Royal commission recommends the government check that information sharing with Services Australia is lawful.

By Philip King 11 minute read

The Robodebt report has called into question the legality of data exchanges between the ATO and Services Australia and recommended tighter controls over data-matching programs.

The Royal Commission report, handed down on Friday, said income data supplied by the ATO to the then Department of Human Services was crucial to the automated process that scrutinised payments to almost 900,000 taxpayers from 2010–13.

“DHS would obtain information from the ATO as to what a benefit recipient’s employers had returned as the income earned by the recipient in the relevant financial year (‘PAYG data’), compare it through an automated system with what had been declared to DHS by the recipient, and in the event of discrepancy would require the recipient to go online to explain it,” the report said.

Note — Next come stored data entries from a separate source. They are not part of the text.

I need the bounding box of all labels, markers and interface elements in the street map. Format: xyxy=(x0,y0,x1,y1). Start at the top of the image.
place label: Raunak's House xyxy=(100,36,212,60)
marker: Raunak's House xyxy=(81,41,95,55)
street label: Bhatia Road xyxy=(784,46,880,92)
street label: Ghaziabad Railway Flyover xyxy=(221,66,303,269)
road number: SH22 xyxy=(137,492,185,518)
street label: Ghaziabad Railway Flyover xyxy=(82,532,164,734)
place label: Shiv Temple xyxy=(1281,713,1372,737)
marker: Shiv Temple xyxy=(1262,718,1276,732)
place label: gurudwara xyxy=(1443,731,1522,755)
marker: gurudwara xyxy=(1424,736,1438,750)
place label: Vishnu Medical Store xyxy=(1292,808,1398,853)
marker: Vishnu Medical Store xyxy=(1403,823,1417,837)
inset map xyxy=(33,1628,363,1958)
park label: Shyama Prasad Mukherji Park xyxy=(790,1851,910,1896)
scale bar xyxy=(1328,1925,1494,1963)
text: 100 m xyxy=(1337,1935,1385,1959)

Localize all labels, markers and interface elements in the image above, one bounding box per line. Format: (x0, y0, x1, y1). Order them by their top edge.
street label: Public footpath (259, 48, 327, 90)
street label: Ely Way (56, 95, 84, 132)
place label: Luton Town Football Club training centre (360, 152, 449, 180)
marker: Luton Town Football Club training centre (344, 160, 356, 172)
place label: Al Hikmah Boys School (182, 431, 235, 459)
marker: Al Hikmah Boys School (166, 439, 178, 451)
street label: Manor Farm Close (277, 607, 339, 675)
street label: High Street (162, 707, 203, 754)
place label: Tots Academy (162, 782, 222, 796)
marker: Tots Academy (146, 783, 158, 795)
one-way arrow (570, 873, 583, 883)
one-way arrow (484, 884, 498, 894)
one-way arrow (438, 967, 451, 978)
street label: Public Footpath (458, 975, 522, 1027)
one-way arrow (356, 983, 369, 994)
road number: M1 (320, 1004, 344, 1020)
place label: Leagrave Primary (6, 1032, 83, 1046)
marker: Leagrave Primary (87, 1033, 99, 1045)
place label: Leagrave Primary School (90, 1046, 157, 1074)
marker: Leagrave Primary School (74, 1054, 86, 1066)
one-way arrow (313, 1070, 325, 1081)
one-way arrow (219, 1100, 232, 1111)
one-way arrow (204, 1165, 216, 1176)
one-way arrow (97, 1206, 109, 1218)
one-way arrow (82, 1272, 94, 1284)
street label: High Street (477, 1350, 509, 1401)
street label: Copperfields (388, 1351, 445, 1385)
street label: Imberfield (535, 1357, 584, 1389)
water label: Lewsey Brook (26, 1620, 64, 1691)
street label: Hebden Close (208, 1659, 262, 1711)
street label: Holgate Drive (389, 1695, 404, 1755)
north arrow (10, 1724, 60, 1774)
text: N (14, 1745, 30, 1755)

It said data matching was already being used by the DHS to identify mismatches but under the Robodebt scheme, which began in 2015, PAYG data became the “primary source” of information about earned income “which could be acted on to raise debts although unconfirmed by the employer or the recipient”.  

Where data matching found discrepancies, the onus fell on payment recipients to account for the difference or Robodebt automatically raised a penalty against them.

The system also used an averaging method that failed to reflect actual income and conducted the whole process online, removing personal conduct with compliance officers with “the aim being to reduce (and preferable obviate) human involvement at the DHS end”.

The report said a final key difference under Robodebt was its scrutiny of five years prior to the program, ignoring the fact that “20,000 or so files involving discrepancy which had already been reviewed for each of those years had probably already yielded the bulk, in monetary terms, of overpayments for those years”.

The scheme was eventually extended to financial years 2017–18 and after coming under media scrutiny and legal challenge, was finally wound up in June 2020.

The report said the ATO initially raised concerns about how its data was being used by the DHS in late 2016, in response to a spike in media reports and complaints about Robodebt.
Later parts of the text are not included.